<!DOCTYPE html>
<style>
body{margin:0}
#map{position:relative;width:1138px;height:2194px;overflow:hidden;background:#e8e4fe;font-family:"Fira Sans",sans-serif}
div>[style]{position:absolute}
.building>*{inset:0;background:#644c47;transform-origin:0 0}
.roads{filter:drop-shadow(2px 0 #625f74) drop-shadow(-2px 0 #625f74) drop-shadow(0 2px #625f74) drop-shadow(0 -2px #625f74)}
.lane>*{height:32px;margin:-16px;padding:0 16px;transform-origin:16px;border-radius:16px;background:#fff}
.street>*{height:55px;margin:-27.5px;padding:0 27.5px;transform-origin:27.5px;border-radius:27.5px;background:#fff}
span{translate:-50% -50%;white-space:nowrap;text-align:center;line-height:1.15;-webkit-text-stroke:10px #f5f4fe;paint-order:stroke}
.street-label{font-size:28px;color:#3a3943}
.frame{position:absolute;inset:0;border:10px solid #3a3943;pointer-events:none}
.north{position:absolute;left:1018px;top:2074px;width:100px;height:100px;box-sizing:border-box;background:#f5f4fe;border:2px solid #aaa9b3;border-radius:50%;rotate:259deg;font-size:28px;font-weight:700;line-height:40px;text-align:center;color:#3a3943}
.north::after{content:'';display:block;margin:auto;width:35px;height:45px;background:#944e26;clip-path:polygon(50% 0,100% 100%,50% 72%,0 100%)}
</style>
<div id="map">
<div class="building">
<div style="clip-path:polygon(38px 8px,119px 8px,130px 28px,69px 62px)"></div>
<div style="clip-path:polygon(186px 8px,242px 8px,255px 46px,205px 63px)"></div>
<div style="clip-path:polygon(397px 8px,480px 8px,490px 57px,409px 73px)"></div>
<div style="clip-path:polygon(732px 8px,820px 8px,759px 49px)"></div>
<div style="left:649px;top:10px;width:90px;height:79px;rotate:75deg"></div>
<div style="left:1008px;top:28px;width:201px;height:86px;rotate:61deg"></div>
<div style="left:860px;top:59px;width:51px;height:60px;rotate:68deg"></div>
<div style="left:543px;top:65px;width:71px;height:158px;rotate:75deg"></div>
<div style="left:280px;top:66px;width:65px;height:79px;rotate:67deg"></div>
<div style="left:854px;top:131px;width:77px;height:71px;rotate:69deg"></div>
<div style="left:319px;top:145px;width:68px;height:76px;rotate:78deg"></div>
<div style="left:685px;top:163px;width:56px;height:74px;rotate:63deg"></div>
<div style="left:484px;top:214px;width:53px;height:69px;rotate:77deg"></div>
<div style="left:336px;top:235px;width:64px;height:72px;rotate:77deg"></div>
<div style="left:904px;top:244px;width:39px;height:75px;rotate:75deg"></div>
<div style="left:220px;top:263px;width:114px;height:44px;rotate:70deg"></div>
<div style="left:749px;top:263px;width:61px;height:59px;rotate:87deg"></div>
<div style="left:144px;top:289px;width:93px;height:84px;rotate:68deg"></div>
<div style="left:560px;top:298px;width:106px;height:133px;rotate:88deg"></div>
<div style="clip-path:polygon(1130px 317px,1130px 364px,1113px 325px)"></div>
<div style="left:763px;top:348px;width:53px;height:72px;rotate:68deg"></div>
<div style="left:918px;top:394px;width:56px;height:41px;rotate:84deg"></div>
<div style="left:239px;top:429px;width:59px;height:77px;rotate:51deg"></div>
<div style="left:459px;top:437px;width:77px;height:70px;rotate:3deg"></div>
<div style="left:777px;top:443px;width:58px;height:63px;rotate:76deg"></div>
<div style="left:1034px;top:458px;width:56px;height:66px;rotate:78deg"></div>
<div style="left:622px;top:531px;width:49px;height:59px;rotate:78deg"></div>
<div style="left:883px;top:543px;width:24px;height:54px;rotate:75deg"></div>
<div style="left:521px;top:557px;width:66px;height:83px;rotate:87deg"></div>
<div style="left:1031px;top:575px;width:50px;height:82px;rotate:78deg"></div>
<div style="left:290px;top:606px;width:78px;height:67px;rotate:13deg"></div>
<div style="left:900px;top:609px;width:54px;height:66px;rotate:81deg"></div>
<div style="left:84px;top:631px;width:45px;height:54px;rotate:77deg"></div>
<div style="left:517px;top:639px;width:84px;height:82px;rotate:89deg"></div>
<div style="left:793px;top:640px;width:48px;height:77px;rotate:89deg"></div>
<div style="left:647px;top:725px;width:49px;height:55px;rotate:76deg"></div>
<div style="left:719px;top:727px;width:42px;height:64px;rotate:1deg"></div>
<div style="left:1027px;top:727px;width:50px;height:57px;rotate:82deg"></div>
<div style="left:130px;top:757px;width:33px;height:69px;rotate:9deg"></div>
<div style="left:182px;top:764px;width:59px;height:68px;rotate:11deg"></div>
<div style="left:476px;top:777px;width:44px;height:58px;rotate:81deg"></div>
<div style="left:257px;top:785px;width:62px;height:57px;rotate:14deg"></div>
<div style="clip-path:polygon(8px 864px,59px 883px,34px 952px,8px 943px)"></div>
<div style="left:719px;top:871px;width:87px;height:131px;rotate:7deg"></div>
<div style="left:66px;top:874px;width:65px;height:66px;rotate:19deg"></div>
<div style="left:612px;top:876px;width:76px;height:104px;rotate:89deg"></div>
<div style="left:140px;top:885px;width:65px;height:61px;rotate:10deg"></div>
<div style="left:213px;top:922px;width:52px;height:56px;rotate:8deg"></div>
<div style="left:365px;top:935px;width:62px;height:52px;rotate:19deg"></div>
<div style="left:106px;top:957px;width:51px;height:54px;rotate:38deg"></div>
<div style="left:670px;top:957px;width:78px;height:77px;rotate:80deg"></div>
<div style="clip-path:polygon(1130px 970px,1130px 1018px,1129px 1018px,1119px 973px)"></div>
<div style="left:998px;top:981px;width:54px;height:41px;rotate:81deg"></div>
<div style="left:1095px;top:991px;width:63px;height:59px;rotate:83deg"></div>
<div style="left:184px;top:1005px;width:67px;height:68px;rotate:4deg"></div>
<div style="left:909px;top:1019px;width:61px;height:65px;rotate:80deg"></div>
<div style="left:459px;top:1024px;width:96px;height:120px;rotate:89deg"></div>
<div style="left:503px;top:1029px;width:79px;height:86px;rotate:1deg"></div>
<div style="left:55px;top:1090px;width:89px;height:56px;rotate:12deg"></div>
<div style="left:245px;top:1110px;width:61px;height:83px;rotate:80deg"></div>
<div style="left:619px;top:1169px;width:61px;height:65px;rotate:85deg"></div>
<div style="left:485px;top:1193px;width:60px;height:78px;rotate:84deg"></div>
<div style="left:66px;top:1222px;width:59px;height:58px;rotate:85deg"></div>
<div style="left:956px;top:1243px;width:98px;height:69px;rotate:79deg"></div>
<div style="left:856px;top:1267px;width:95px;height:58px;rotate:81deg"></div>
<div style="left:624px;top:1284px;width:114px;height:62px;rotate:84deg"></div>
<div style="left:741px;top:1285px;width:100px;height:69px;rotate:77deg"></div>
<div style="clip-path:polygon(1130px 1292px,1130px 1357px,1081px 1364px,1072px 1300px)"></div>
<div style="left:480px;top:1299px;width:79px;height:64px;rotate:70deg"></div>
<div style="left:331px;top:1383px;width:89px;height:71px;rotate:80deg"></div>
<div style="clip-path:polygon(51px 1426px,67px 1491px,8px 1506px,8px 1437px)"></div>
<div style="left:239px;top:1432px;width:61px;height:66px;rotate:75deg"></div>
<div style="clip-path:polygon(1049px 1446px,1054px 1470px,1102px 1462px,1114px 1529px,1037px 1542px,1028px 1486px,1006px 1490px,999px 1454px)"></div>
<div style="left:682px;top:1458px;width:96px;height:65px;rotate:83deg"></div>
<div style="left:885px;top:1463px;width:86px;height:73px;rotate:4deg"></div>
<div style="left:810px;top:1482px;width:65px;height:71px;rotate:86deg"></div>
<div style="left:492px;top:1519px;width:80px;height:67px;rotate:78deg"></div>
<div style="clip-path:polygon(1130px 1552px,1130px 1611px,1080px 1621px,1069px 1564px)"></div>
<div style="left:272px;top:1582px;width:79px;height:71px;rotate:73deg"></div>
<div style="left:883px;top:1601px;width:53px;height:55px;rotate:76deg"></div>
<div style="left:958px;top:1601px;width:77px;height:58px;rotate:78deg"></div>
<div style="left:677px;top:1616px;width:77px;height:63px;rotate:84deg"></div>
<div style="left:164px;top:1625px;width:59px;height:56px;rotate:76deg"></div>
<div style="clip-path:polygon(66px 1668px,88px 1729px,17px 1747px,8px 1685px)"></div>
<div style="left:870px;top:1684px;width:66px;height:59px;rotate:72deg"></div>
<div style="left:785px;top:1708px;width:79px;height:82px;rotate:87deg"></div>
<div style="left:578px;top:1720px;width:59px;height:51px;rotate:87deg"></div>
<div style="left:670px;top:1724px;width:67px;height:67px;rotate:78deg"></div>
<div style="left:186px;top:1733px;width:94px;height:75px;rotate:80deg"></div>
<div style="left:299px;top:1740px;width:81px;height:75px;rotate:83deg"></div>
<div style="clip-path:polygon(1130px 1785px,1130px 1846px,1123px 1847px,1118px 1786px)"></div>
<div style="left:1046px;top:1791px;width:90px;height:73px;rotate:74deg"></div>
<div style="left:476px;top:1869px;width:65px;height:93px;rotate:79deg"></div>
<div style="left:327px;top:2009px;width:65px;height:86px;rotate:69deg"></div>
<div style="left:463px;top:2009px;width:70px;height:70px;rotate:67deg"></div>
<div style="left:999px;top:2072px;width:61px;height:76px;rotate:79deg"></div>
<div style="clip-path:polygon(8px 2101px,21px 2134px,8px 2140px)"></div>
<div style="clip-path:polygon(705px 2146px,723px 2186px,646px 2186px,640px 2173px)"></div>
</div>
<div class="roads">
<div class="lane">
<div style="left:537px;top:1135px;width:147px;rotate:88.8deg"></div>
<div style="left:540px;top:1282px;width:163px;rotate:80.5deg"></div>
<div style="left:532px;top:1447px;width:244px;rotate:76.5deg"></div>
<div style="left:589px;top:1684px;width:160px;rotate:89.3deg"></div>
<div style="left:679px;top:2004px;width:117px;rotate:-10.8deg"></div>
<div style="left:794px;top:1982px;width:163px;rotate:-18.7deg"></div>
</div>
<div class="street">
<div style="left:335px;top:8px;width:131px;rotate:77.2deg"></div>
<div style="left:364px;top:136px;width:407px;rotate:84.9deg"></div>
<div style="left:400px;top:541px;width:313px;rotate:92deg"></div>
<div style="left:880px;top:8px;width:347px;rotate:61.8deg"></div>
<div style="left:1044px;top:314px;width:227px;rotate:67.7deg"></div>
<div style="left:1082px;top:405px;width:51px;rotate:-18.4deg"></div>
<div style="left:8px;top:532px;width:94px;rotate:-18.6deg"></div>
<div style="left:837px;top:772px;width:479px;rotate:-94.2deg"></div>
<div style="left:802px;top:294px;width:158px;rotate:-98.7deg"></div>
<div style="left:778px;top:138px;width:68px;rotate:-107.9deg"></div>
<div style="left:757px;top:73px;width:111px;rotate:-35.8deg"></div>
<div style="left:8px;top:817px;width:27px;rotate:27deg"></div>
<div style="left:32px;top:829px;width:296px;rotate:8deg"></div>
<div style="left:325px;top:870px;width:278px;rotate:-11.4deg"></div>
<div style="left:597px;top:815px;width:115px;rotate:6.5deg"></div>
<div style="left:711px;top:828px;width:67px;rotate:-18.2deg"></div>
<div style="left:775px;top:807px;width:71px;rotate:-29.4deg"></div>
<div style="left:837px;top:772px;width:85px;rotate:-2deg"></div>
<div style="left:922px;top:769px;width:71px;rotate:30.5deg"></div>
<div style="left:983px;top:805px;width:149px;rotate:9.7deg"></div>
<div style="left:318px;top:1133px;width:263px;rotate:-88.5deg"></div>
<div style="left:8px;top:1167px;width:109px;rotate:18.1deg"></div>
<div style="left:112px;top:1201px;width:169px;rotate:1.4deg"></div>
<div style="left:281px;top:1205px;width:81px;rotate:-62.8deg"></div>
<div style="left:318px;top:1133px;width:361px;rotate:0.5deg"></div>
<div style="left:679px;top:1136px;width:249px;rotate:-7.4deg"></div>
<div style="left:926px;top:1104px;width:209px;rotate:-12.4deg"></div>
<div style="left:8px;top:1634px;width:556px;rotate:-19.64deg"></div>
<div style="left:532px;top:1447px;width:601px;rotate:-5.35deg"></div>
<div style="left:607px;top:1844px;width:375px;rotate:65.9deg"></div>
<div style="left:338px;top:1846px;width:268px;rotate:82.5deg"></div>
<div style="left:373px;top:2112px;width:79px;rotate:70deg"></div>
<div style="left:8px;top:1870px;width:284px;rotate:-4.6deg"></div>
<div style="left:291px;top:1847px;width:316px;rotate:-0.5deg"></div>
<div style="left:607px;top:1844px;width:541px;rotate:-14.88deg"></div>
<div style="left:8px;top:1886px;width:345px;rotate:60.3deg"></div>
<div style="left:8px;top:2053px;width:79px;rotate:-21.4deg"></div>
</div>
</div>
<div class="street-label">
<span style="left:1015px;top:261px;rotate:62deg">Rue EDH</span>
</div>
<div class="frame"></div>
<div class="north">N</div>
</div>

:: PROBLEM TO SOLVE ::
Your answer should be one number: how many lines above contain "lane".

:: RESPONSE FOR THIS EXERCISE ::
2